Köşeyi dönünce aniden bir inşaat tahta perdesi önünde kaldırımda büzülmüş bir
çift gözle karşılaştım. Gençti, solgun ve ağlamaklıydı. Belki de yalvarıyordu
bilmem, duyamadım.
O hızla duramadım da. Param mı yoktu, ya da her zamanki gibi
vermeli mi vermemeli mi çatışmasını yaşamıştım bilmiyorum. Birkaç saniyelik bir
andı. Dilenciydi işte. Üstelik gençti. Geçip gittim önünden.
Dilencilere para verilmemeliydi. Verilse de defi bela
kabilinden elli kuruş bir lira yasak savardı. Ama yok. Nedense o gözler
farklıydı. Veya ben öyle anlamlandırdım uzaklaşırken. Geri de dönemedim. İçimde
bir pişmanlık gitgide büyüdü, büyüdü. Karnı aç mıydı. Çocukları hasta mıydı.

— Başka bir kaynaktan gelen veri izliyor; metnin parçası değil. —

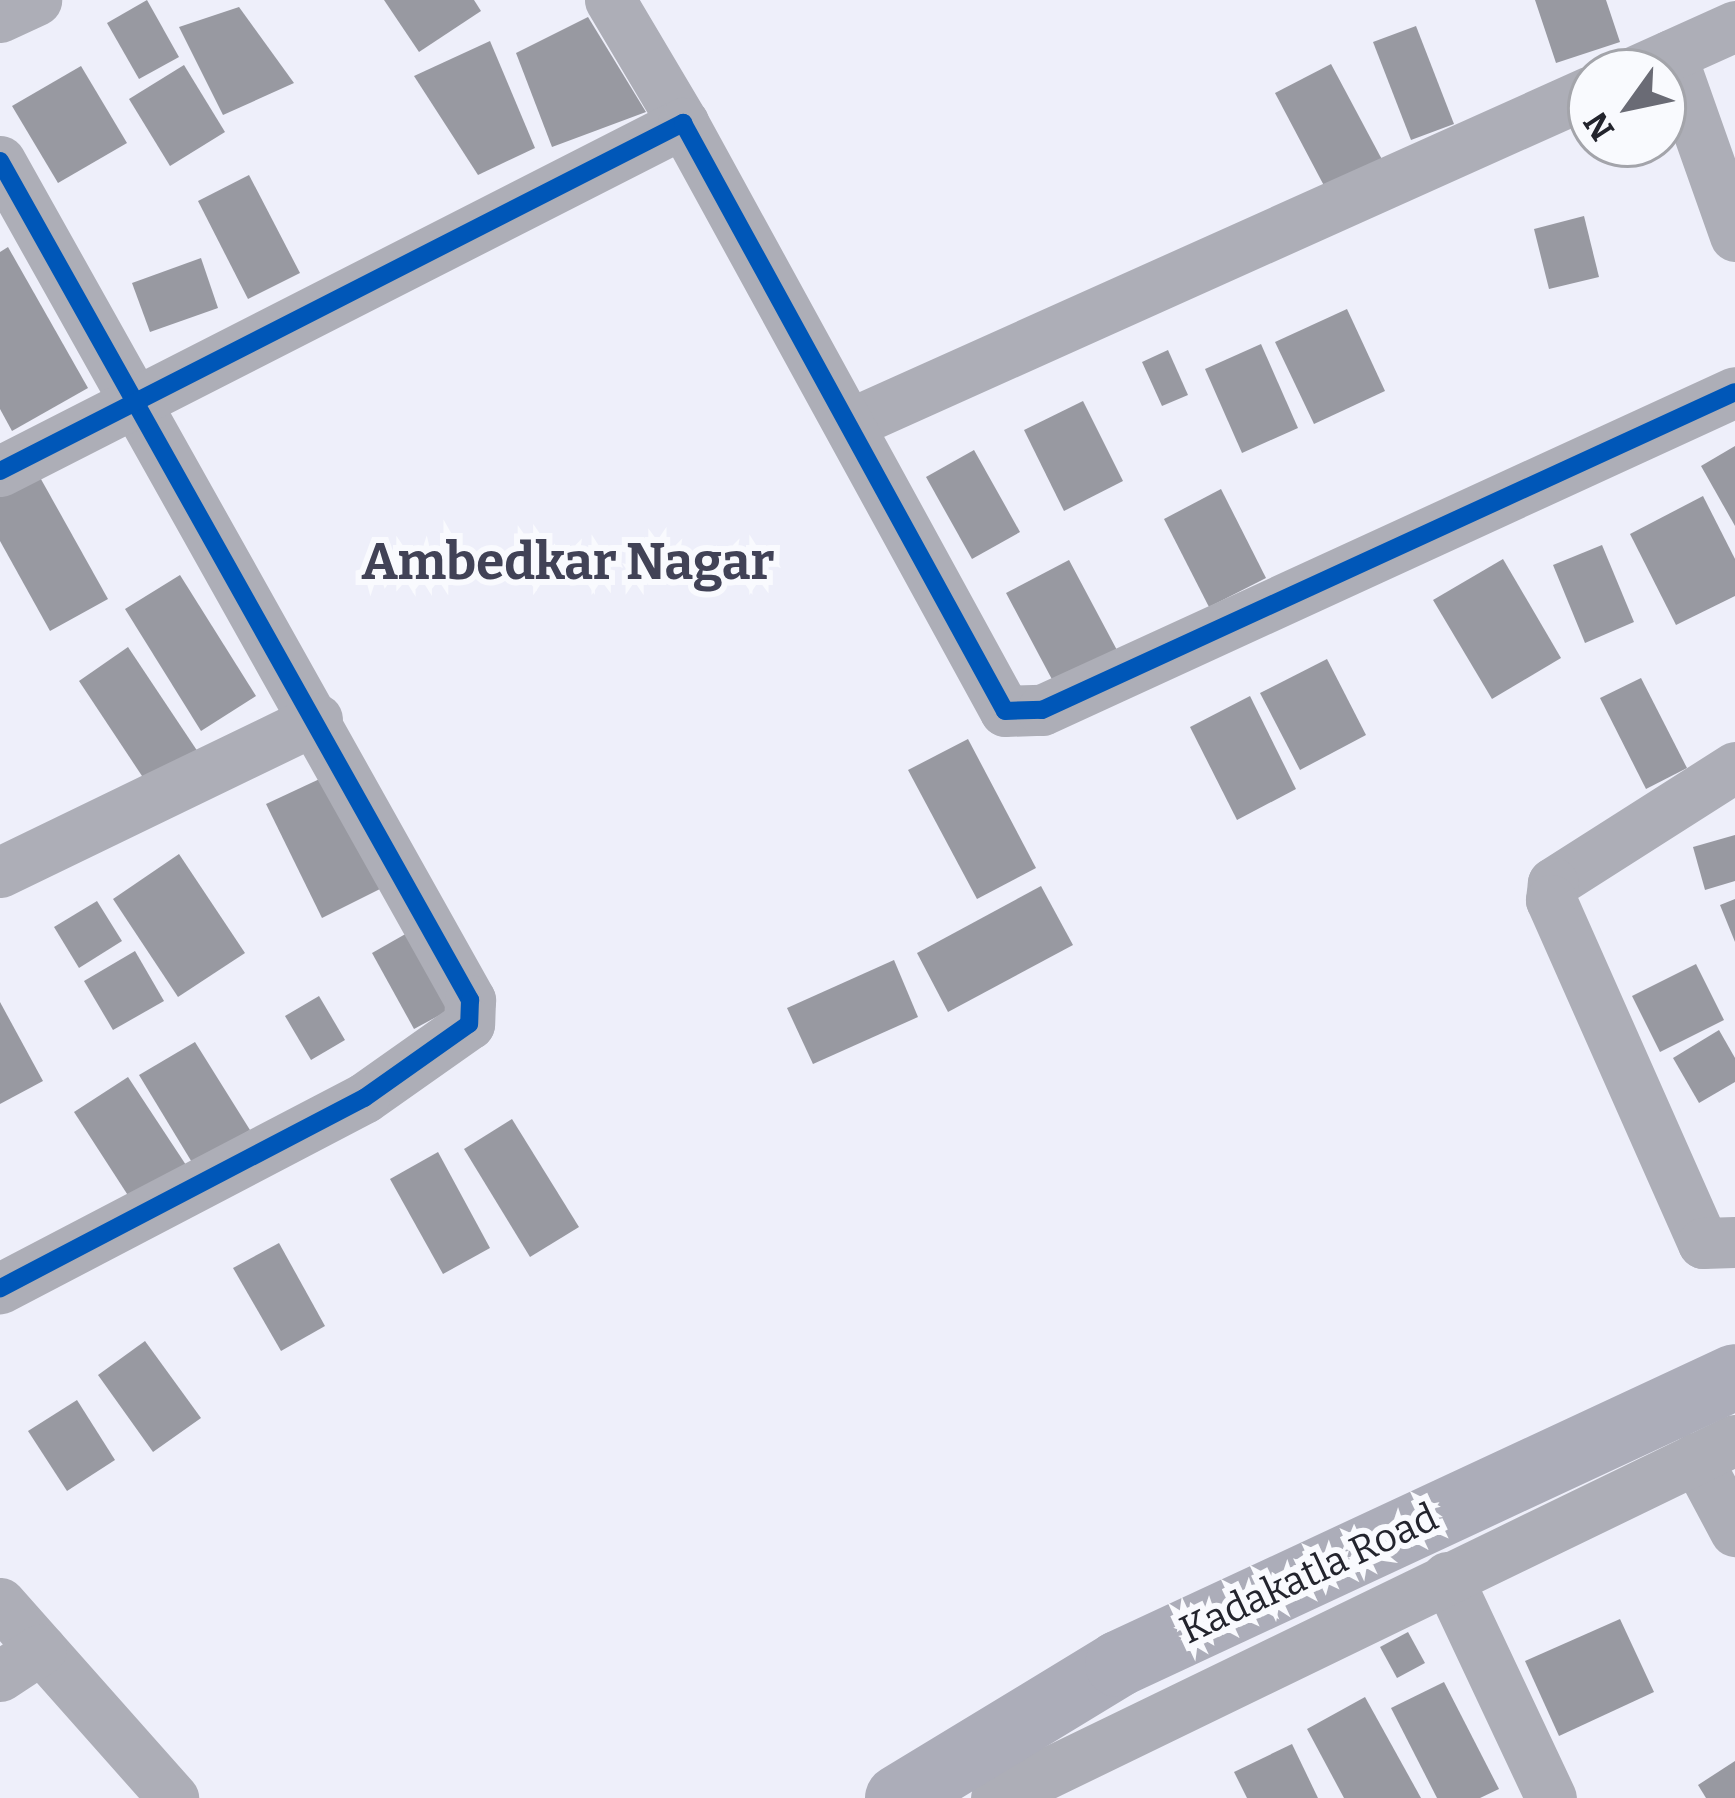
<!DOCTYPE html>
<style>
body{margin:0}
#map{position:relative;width:1735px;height:1798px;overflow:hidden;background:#eeeffa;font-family:Bitter,serif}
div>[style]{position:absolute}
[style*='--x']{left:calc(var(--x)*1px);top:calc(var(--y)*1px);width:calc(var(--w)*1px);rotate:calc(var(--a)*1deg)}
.building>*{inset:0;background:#9899a1}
.street>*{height:51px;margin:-25.5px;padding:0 25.5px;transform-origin:25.5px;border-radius:25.5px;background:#adaeb7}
.secondary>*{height:66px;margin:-33px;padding:0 33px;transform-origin:33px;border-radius:33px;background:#acadb9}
.cycleway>*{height:18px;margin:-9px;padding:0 9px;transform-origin:9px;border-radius:9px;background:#0057b8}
span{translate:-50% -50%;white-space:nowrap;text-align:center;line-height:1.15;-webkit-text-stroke:12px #f9fafe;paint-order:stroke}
.street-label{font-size:39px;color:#23242d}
.district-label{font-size:51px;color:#414256;font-weight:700}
.north{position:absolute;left:1567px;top:48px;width:120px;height:120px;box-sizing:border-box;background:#f9fafe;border:3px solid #a3a4aa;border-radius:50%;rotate:237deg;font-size:33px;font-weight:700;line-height:48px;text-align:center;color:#23242d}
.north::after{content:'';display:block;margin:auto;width:42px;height:54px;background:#6a6b75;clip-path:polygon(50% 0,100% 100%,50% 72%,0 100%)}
</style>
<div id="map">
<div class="building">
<i style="clip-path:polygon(147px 0,179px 57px,139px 79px,107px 23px)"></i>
<i style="clip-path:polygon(384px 0,474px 0,481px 11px,419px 52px)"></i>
<i style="clip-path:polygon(1535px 0,1606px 0,1620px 42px,1556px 63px)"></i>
<i style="clip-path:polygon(239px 7px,294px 83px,223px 115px,179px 27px)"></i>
<i style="clip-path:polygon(588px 17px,646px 112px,552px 147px,516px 53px)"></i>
<i style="clip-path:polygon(1416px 26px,1454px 124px,1411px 140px,1373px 42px)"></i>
<i style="clip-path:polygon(490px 41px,535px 148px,478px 175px,414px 76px)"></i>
<i style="clip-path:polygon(1331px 64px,1386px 167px,1330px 197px,1275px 93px)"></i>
<i style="clip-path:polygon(184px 65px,225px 132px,170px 166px,129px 99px)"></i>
<i style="clip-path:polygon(81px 66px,127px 143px,58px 183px,12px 106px)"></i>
<i style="clip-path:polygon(249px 175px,300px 273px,248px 299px,198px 201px)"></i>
<i style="clip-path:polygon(1584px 216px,1599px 277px,1549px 289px,1534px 229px)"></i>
<i style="clip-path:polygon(8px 247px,88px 388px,12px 431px,0 409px,0 252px)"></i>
<i style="clip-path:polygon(201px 258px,218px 308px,150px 332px,132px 283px)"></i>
<i style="clip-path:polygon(1347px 309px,1385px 391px,1314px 424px,1275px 342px)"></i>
<i style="clip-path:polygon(1261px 344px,1298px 428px,1242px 453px,1205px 369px)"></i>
<i style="clip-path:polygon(1168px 350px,1188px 395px,1162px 406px,1142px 362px)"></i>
<i style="clip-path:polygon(1083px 401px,1123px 481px,1064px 511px,1024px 430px)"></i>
<i style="clip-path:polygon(1735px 446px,1735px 526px,1701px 466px)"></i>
<i style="clip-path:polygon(974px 450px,1020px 532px,972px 559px,926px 477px)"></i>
<i style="clip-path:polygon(37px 472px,108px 599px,50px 631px,0 541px,0 492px)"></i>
<i style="clip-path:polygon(1221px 489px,1266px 578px,1209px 607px,1164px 519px)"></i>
<i style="clip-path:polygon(1703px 496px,1735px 559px,1735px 596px,1676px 625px,1630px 534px)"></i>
<i style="clip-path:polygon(1602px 545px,1634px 622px,1585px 643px,1553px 565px)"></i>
<i style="clip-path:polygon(1503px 559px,1561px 658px,1492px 699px,1433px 600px)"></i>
<i style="clip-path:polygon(1069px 560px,1118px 652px,1055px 685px,1006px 593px)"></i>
<i style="clip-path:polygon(180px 575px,256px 696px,201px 731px,125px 609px)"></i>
<i style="clip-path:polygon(128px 647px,198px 752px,148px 785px,79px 681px)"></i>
<i style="clip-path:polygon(1327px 659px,1366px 735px,1300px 770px,1260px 693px)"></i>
<i style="clip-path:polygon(1641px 678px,1687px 768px,1646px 789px,1600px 698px)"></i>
<i style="clip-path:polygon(1250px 696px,1296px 789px,1237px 820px,1190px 727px)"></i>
<i style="clip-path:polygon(968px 739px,1036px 868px,977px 899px,908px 770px)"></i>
<i style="clip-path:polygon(326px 776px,380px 889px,322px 918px,266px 804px)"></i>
<i style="clip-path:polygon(1735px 835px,1735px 881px,1705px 890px,1693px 847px)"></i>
<i style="clip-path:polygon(179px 854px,245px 953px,178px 997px,113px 899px)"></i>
<i style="clip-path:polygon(1041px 886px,1073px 945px,948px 1012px,917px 953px)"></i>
<i style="clip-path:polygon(1735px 899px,1735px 942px,1720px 905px)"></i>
<i style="clip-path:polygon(97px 901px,122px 941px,79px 968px,54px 927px)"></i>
<i style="clip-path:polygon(409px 932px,451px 1009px,414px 1029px,372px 953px)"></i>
<i style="clip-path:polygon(135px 951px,164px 1001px,113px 1030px,84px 981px)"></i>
<i style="clip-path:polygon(894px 960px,918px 1017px,813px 1064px,787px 1008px)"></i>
<i style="clip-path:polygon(1696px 964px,1724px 1020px,1660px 1052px,1632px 996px)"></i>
<i style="clip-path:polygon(319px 996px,345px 1040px,311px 1060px,285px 1016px)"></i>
<i style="clip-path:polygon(0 1002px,43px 1081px,0 1104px)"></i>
<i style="clip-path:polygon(1719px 1030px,1735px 1058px,1735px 1082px,1699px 1103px,1673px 1058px)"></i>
<i style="clip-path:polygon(195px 1042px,250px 1130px,193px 1164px,139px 1075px)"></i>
<i style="clip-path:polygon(128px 1077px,186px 1165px,131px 1200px,74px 1112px)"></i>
<i style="clip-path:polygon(512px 1119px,579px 1227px,530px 1257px,464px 1149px)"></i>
<i style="clip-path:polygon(438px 1152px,490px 1248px,443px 1274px,390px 1179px)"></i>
<i style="clip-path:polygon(279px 1243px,325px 1326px,281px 1351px,233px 1268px)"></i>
<i style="clip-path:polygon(145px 1341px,201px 1418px,153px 1452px,98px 1375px)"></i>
<i style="clip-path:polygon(77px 1400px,115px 1460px,67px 1491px,28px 1431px)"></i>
<i style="clip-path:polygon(1620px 1619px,1654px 1692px,1559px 1736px,1525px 1661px)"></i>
<i style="clip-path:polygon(1408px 1632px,1425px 1663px,1397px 1678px,1380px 1647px)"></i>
<i style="clip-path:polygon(1444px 1682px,1499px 1789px,1480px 1798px,1437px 1798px,1391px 1708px)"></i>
<i style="clip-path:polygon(1365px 1697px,1421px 1798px,1344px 1798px,1307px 1729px)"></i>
<i style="clip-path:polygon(1292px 1744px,1318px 1798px,1247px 1798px,1234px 1772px)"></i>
<i style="clip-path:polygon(1735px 1761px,1735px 1798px,1706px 1798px,1698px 1785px)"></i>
</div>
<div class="street">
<i style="--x:610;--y:0;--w:143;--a:59.3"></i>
<i style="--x:0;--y:17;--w:40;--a:-25"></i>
<i style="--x:1671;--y:55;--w:192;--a:70.5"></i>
<i style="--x:1633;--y:72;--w:112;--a:-24.3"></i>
<i style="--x:0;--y:161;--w:962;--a:60.74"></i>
<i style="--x:470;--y:1000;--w:24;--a:92"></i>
<i style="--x:469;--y:1024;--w:128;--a:144.8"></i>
<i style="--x:364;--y:1098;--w:411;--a:152.4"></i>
<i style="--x:849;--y:424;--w:813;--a:-24.17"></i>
<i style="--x:0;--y:471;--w:767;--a:-27"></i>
<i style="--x:683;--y:123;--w:670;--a:61.29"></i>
<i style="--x:1005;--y:711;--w:37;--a:-2"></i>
<i style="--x:1042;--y:710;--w:762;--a:-24.65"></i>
<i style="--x:1735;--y:767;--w:216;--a:147.5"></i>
<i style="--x:1553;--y:883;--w:17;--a:97"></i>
<i style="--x:1551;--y:900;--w:375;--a:66.1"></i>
<i style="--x:1703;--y:1243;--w:32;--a:-2"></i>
<i style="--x:0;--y:872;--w:352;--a:-25.8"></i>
<i style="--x:1696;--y:1458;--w:83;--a:61.9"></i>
<i style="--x:1447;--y:1577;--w:244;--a:64.8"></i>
<i style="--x:0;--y:1603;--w:261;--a:48.4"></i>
<i style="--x:0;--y:1676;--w:49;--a:-33.4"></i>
<i style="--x:996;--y:1798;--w:821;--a:-25.85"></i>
</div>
<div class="secondary">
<i style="--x:898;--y:1798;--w:258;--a:-31.3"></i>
<i style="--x:1118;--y:1664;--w:680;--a:-24.95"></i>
</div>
<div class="cycleway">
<i style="--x:0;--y:161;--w:962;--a:60.74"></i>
<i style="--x:470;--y:1000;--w:24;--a:92"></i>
<i style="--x:469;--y:1024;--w:128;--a:144.8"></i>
<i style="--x:364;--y:1098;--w:411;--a:152.4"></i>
<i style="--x:0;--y:471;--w:767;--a:-27"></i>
<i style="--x:683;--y:123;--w:670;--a:61.29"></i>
<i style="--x:1005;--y:711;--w:37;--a:-2"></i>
<i style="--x:1042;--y:710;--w:762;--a:-24.65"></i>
</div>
<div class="street-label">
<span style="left:1309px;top:1574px;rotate:-25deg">Kadakatla Road</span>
</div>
<div class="district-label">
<span style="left:568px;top:562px">Ambedkar Nagar</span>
</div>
<div class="north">N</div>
</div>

Kocası işsiz, ipsiz biri miydi. Ya da ailesine bakmak zorunda kalan bir çaresiz
mi. Hangi tuzu kuru biri herkesin bir an evvel sıcak evinde olmak üzere
koşuşturduğu bir akşam karanlığında öyle ıslak ve soğuk bir kaldırım üstünde
büzülerek birkaç kuruş dilensin ki.
Keşke sıcak bir çorba içebilseydi. Birkaç kuruş değil
onu ordan kaldırıp evine gitmesine yetecek, hatta bir daha hiç dilenmeyecek
kadar verebilseydim. Hiç değilse durup ne derdin var be kardeşim, hasta
olacaksın hadi evine git artık diyebilseydim. Keşke bu ülkede hiç dilenmek
zorunda kalan olmasa. Dahası muhtaç olduğu halde onuru sebebiyle dilenmeyi
aklından bile geçirmeyenler.
Ey zengin insanlar ! Ey mal üstüne mal, para üstüne
para yığanlar. Sizin adınıza, ülkem adına utanıyorum. Kendi adıma da
yetemediğim, eremediğim güç yetiremediğim için mahçubum. Ama bir ceza gibi,
şimdi aklımda başörtüsü ile solgun genç bir yüz, beni utandıran bir çift göz ve
büyük bir pişmanlık takıldı kaldı işte.